I was trying to run the sync both from my local machine and from EC2 c4.xlarge
instance and there isn't much difference in time taken.
I have noticed that the time taken can be somewhat reduced when I split the job in multiple batches using --exclude
and --include
options and run them in parallel from separate terminal windows, i.e.
aws s3 sync s3://source-bucket s3://destination-bucket --exclude "*" --include "1?/*"
aws s3 sync s3://source-bucket s3://destination-bucket --exclude "*" --include "2?/*"
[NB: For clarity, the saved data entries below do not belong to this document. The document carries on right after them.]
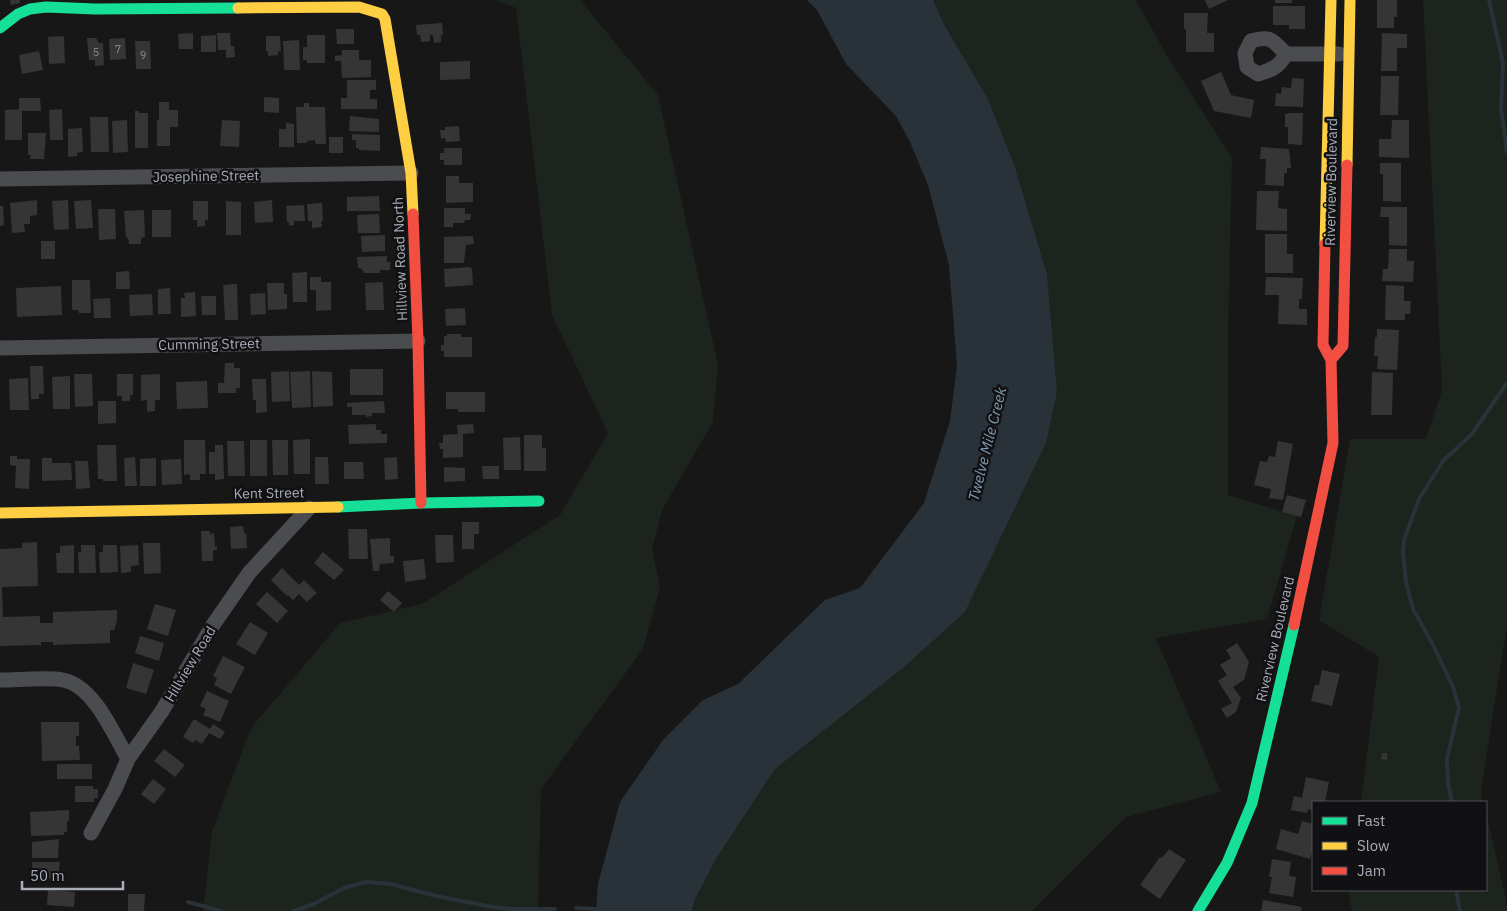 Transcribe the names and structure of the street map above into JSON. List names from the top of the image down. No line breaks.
{"streets":{"street":["Josephine Street","Riverview Boulevard","Hillview Road North","Cumming Street","Kent Street","Hillview Road"]},"crossings":[["Josephine Street","Hillview Road North"],["Hillview Road North","Cumming Street"],["Hillview Road North","Kent Street"],["Kent Street","Hillview Road"]],"water":["Twelve Mile Creek"],"house_numbers":["7","5","9"],"legend":["Fast","Slow","Jam"],"scale_bar":"50 m"} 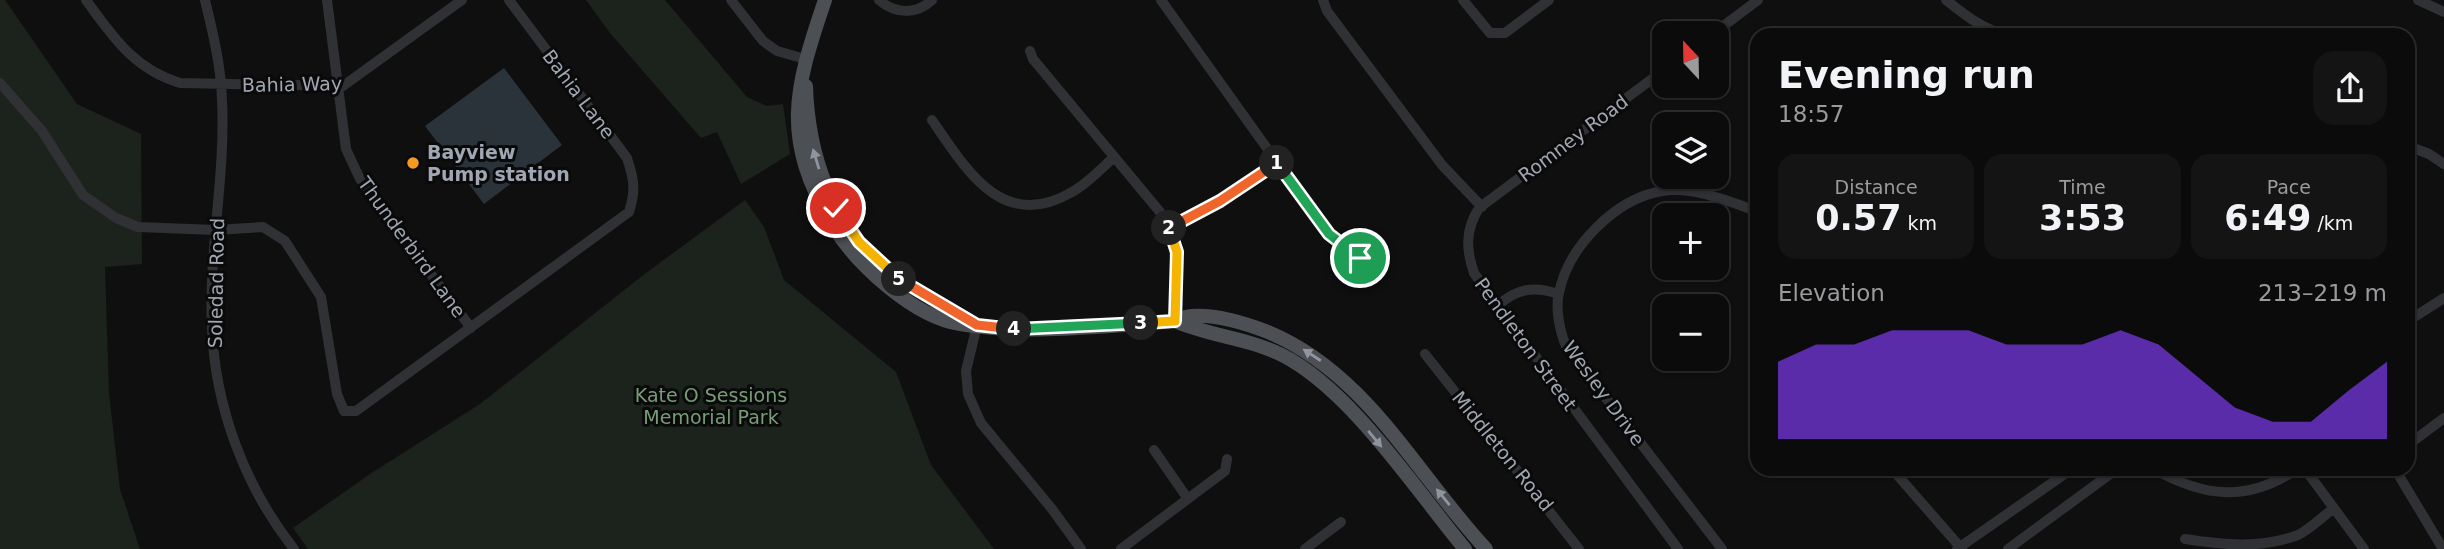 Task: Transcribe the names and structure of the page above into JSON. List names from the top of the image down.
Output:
{
  "streets": {
    "street": [
      "Bahia Way",
      "Bahia Lane",
      "Romney Road",
      "Thunderbird Lane",
      "Soledad Road",
      "Pendleton Street",
      "Wesley Drive",
      "Middleton Road"
    ]
  },
  "crossings": [
    ["Bahia Way", "Thunderbird Lane"],
    ["Bahia Way", "Soledad Road"],
    ["Bahia Lane", "Thunderbird Lane"],
    ["Romney Road", "Pendleton Street"]
  ],
  "parks": ["Kate O Sessions Memorial Park"],
  "places": ["Bayview Pump station"],
  "north": "top",
  "page": {
    "map_buttons": ["+", "−"],
    "heading": ["Evening run", "18:57"],
    "pins": [
      "1",
      "2",
      "5",
      "3",
      "4"
    ],
    "stats": [
      ["Distance", "0.57 km"],
      ["Time", "3:53"],
      ["Pace", "6:49 /km"]
    ],
    "chart": ["Elevation", "213–219 m"]
  }
}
aws s3 sync s3://source-bucket s3://destination-bucket --exclude "*" --include "3?/*"
aws s3 sync s3://source-bucket s3://destination-bucket --exclude "*" --include "4?/*"
aws s3 sync s3://source-bucket s3://destination-bucket --exclude "1?/*" --exclude "2?/*" --exclude "3?/*" --exclude "4?/*"
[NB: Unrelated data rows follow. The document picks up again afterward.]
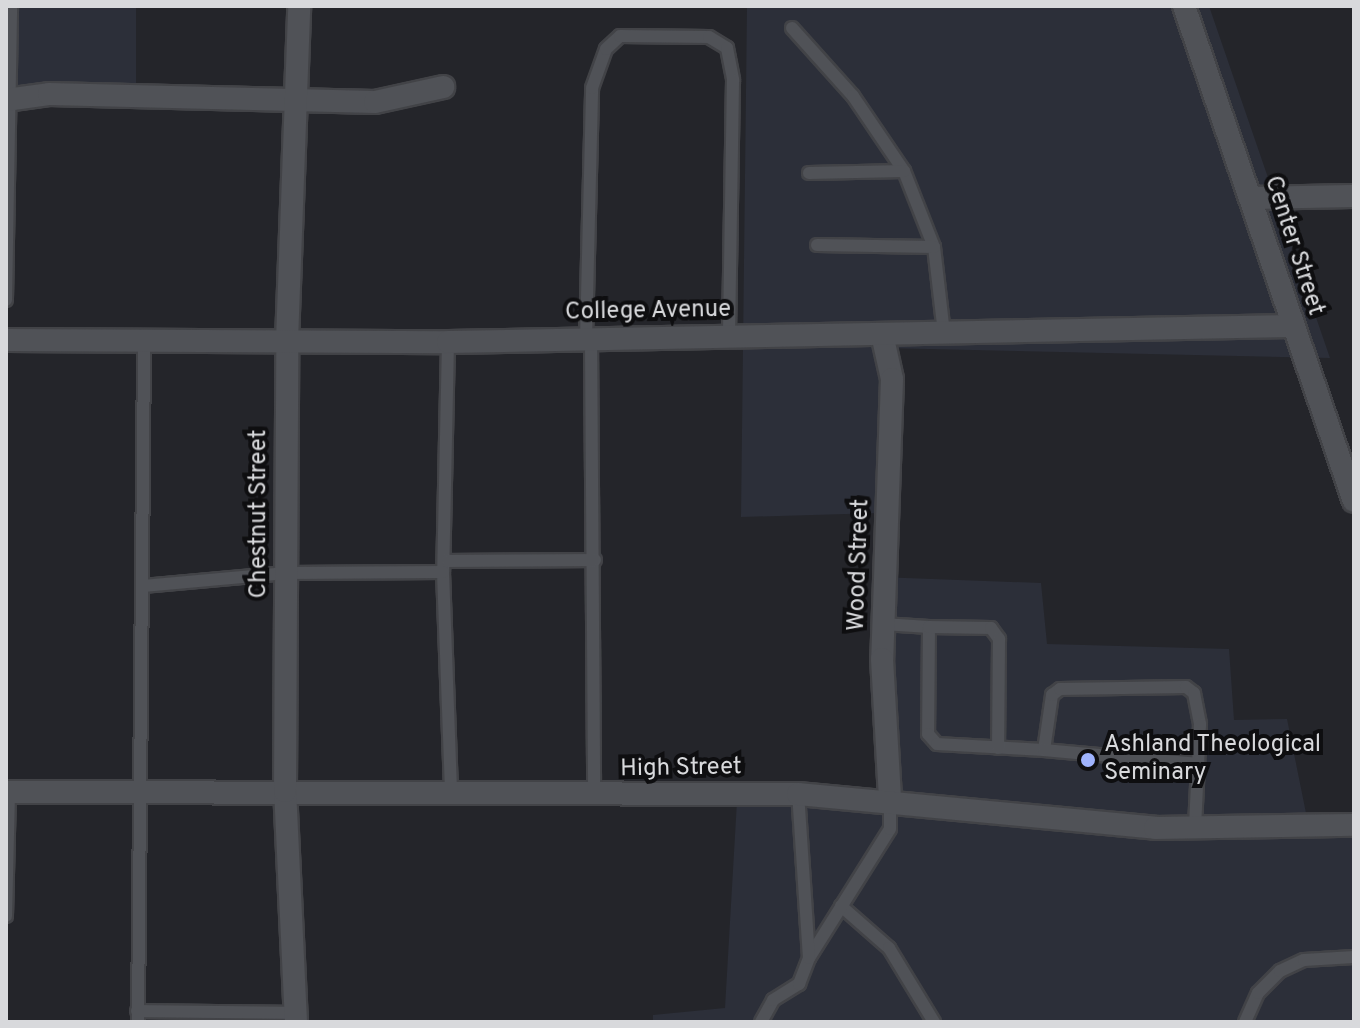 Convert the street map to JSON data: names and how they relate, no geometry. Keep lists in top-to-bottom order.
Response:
{
  "streets": {
    "street": [
      "Center Street",
      "College Avenue",
      "Chestnut Street",
      "Wood Street",
      "High Street"
    ]
  },
  "crossings": [
    ["Center Street", "College Avenue"],
    ["College Avenue", "Chestnut Street"],
    ["College Avenue", "Wood Street"],
    ["Chestnut Street", "High Street"],
    ["Wood Street", "High Street"]
  ],
  "places": ["Ashland Theological Seminary"]
} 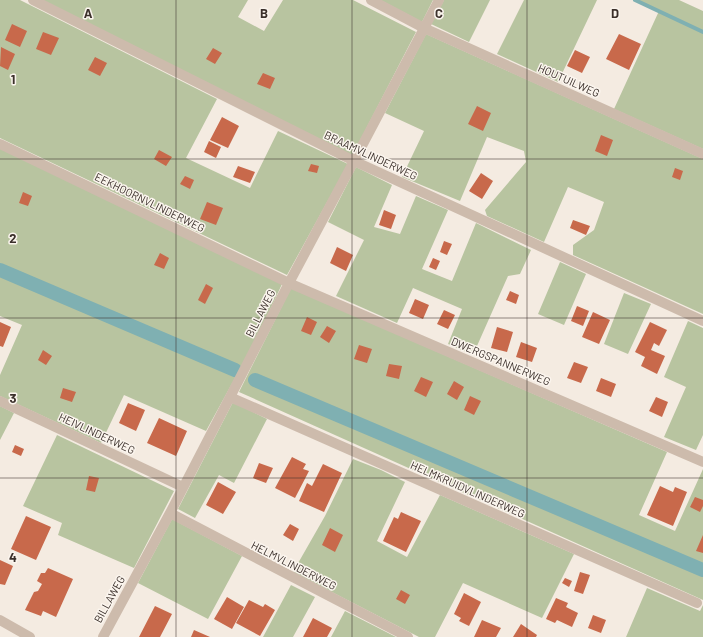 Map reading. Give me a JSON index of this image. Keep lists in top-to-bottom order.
{
  "streets": {
    "street": [
      "HOUTUILWEG",
      "BRAAMVLINDERWEG",
      "EEKHOORNVLINDERWEG",
      "BILLAWEG",
      "DWERGSPANNERWEG",
      "HEIVLINDERWEG",
      "HELMKRUIDVLINDERWEG",
      "HELMVLINDERWEG"
    ]
  },
  "crossings": [
    ["HOUTUILWEG", "BILLAWEG"],
    ["BRAAMVLINDERWEG", "BILLAWEG"],
    ["EEKHOORNVLINDERWEG", "BILLAWEG"],
    ["EEKHOORNVLINDERWEG", "DWERGSPANNERWEG"],
    ["BILLAWEG", "DWERGSPANNERWEG"],
    ["BILLAWEG", "HEIVLINDERWEG"],
    ["BILLAWEG", "HELMKRUIDVLINDERWEG"],
    ["BILLAWEG", "HELMVLINDERWEG"]
  ],
  "grid": {
    "columns": [
      "A",
      "B",
      "C",
      "D"
    ],
    "rows": [
      "1",
      "2",
      "3",
      "4"
    ]
  }
}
Is there anything else I can do speed up the sync even more? Is another type of EC2
instance more suitable for the job? Is splitting the job into multiple batches a good idea and is there something like 'optimal' number of sync
processes that can run in parallel on the same bucket?
Update
I'm leaning towards the strategy of syncing the buckets before taking the system down, do the migration, and then sync the buckets again to copy only the small number of files that changed in the meantime. However running the same sync
command even on buckets with no differences takes a lot of time.
You can use EMR and S3-distcp. I had to sync 153 TB between two buckets and this took about 9 days. Also make sure the buckets are in the same region because you also get hit with data transfer costs.
aws emr add-steps --cluster-id <value> --steps Name="Command Runner",Jar="command-runner.jar",[{"Args":["s3-dist-cp","--s3Endpoint","s3.amazonaws.com","--src","s3://BUCKETNAME","--dest","s3://BUCKETNAME"]}]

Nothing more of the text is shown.